>>

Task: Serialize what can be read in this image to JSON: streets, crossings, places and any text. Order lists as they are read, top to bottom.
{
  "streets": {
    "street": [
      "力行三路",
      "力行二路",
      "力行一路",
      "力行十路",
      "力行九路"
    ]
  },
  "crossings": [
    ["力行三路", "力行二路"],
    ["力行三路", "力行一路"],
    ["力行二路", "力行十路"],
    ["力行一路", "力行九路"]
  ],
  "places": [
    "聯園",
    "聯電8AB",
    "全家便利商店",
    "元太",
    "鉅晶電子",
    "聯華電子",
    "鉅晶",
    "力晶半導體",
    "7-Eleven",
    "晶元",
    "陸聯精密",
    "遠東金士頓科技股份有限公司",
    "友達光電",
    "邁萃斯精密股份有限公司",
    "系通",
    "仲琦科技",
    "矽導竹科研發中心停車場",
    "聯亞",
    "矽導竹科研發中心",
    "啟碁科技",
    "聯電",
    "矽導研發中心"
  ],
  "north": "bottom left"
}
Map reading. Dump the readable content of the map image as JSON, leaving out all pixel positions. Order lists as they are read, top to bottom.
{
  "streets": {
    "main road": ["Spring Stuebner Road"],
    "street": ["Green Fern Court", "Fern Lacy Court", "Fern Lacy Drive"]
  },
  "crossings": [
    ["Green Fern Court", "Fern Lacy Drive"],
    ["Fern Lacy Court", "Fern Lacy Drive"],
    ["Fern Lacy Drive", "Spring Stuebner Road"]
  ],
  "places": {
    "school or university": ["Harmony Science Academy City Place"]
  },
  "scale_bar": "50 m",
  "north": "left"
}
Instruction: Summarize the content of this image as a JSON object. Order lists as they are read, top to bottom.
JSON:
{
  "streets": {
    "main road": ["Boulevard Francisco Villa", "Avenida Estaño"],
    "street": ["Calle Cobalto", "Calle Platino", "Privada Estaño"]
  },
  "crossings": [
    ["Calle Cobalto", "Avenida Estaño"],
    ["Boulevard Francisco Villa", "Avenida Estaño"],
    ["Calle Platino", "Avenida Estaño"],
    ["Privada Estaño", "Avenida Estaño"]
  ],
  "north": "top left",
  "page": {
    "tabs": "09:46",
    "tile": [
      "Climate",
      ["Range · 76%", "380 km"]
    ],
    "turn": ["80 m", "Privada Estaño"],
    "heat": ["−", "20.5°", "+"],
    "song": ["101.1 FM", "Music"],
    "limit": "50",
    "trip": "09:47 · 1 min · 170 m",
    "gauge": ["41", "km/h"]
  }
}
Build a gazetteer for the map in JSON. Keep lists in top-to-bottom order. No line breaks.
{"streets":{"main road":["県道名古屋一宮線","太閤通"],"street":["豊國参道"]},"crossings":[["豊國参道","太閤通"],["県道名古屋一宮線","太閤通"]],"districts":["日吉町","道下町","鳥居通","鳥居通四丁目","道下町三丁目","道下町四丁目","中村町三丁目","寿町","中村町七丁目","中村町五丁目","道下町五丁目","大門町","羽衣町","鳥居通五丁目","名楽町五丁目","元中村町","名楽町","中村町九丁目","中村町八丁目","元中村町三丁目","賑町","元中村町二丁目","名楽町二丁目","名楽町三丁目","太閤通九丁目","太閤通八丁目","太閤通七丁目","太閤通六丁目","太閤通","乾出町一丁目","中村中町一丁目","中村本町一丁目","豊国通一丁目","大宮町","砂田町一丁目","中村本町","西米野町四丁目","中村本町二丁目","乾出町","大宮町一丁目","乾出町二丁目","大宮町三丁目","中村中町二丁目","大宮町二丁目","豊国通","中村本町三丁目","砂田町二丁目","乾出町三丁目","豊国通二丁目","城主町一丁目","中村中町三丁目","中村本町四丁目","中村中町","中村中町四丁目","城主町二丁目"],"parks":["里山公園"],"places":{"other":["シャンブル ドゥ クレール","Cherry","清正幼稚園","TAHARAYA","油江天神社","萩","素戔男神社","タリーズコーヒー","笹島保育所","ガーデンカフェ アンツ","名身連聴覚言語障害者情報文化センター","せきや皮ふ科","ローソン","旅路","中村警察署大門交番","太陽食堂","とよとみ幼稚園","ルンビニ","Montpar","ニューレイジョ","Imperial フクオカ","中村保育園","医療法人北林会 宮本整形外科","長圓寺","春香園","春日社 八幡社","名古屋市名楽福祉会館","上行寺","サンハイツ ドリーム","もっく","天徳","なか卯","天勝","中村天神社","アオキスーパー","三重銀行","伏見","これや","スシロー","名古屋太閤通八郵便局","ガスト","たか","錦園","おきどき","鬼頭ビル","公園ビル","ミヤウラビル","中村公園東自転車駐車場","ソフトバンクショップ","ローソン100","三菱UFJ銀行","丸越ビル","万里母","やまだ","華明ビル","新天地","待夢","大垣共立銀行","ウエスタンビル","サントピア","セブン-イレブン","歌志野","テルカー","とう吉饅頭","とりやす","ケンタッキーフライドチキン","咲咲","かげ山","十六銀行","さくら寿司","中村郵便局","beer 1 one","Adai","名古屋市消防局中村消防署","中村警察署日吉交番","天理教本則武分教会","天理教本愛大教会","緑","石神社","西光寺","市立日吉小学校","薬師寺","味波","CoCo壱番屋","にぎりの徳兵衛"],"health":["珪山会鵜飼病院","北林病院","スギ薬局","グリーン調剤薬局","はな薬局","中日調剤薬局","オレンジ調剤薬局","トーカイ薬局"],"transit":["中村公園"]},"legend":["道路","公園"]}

<<

PROBLEM DESCRIPTION:
Without any alteration, repeat the entire listing.

PROBLEM SOLUTION:
Task: Serialize what can be read in this image to JSON: streets, crossings, places and any text. Order lists as they are read, top to bottom.
{
  "streets": {
    "street": [
      "力行三路",
      "力行二路",
      "力行一路",
      "力行十路",
      "力行九路"
    ]
  },
  "crossings": [
    ["力行三路", "力行二路"],
    ["力行三路", "力行一路"],
    ["力行二路", "力行十路"],
    ["力行一路", "力行九路"]
  ],
  "places": [
    "聯園",
    "聯電8AB",
    "全家便利商店",
    "元太",
    "鉅晶電子",
    "聯華電子",
    "鉅晶",
    "力晶半導體",
    "7-Eleven",
    "晶元",
    "陸聯精密",
    "遠東金士頓科技股份有限公司",
    "友達光電",
    "邁萃斯精密股份有限公司",
    "系通",
    "仲琦科技",
    "矽導竹科研發中心停車場",
    "聯亞",
    "矽導竹科研發中心",
    "啟碁科技",
    "聯電",
    "矽導研發中心"
  ],
  "north": "bottom left"
}
Map reading. Dump the readable content of the map image as JSON, leaving out all pixel positions. Order lists as they are read, top to bottom.
{
  "streets": {
    "main road": ["Spring Stuebner Road"],
    "street": ["Green Fern Court", "Fern Lacy Court", "Fern Lacy Drive"]
  },
  "crossings": [
    ["Green Fern Court", "Fern Lacy Drive"],
    ["Fern Lacy Court", "Fern Lacy Drive"],
    ["Fern Lacy Drive", "Spring Stuebner Road"]
  ],
  "places": {
    "school or university": ["Harmony Science Academy City Place"]
  },
  "scale_bar": "50 m",
  "north": "left"
}
Instruction: Summarize the content of this image as a JSON object. Order lists as they are read, top to bottom.
JSON:
{
  "streets": {
    "main road": ["Boulevard Francisco Villa", "Avenida Estaño"],
    "street": ["Calle Cobalto", "Calle Platino", "Privada Estaño"]
  },
  "crossings": [
    ["Calle Cobalto", "Avenida Estaño"],
    ["Boulevard Francisco Villa", "Avenida Estaño"],
    ["Calle Platino", "Avenida Estaño"],
    ["Privada Estaño", "Avenida Estaño"]
  ],
  "north": "top left",
  "page": {
    "tabs": "09:46",
    "tile": [
      "Climate",
      ["Range · 76%", "380 km"]
    ],
    "turn": ["80 m", "Privada Estaño"],
    "heat": ["−", "20.5°", "+"],
    "song": ["101.1 FM", "Music"],
    "limit": "50",
    "trip": "09:47 · 1 min · 170 m",
    "gauge": ["41", "km/h"]
  }
}
Build a gazetteer for the map in JSON. Keep lists in top-to-bottom order. No line breaks.
{"streets":{"main road":["県道名古屋一宮線","太閤通"],"street":["豊國参道"]},"crossings":[["豊國参道","太閤通"],["県道名古屋一宮線","太閤通"]],"districts":["日吉町","道下町","鳥居通","鳥居通四丁目","道下町三丁目","道下町四丁目","中村町三丁目","寿町","中村町七丁目","中村町五丁目","道下町五丁目","大門町","羽衣町","鳥居通五丁目","名楽町五丁目","元中村町","名楽町","中村町九丁目","中村町八丁目","元中村町三丁目","賑町","元中村町二丁目","名楽町二丁目","名楽町三丁目","太閤通九丁目","太閤通八丁目","太閤通七丁目","太閤通六丁目","太閤通","乾出町一丁目","中村中町一丁目","中村本町一丁目","豊国通一丁目","大宮町","砂田町一丁目","中村本町","西米野町四丁目","中村本町二丁目","乾出町","大宮町一丁目","乾出町二丁目","大宮町三丁目","中村中町二丁目","大宮町二丁目","豊国通","中村本町三丁目","砂田町二丁目","乾出町三丁目","豊国通二丁目","城主町一丁目","中村中町三丁目","中村本町四丁目","中村中町","中村中町四丁目","城主町二丁目"],"parks":["里山公園"],"places":{"other":["シャンブル ドゥ クレール","Cherry","清正幼稚園","TAHARAYA","油江天神社","萩","素戔男神社","タリーズコーヒー","笹島保育所","ガーデンカフェ アンツ","名身連聴覚言語障害者情報文化センター","せきや皮ふ科","ローソン","旅路","中村警察署大門交番","太陽食堂","とよとみ幼稚園","ルンビニ","Montpar","ニューレイジョ","Imperial フクオカ","中村保育園","医療法人北林会 宮本整形外科","長圓寺","春香園","春日社 八幡社","名古屋市名楽福祉会館","上行寺","サンハイツ ドリーム","もっく","天徳","なか卯","天勝","中村天神社","アオキスーパー","三重銀行","伏見","これや","スシロー","名古屋太閤通八郵便局","ガスト","たか","錦園","おきどき","鬼頭ビル","公園ビル","ミヤウラビル","中村公園東自転車駐車場","ソフトバンクショップ","ローソン100","三菱UFJ銀行","丸越ビル","万里母","やまだ","華明ビル","新天地","待夢","大垣共立銀行","ウエスタンビル","サントピア","セブン-イレブン","歌志野","テルカー","とう吉饅頭","とりやす","ケンタッキーフライドチキン","咲咲","かげ山","十六銀行","さくら寿司","中村郵便局","beer 1 one","Adai","名古屋市消防局中村消防署","中村警察署日吉交番","天理教本則武分教会","天理教本愛大教会","緑","石神社","西光寺","市立日吉小学校","薬師寺","味波","CoCo壱番屋","にぎりの徳兵衛"],"health":["珪山会鵜飼病院","北林病院","スギ薬局","グリーン調剤薬局","はな薬局","中日調剤薬局","オレンジ調剤薬局","トーカイ薬局"],"transit":["中村公園"]},"legend":["道路","公園"]}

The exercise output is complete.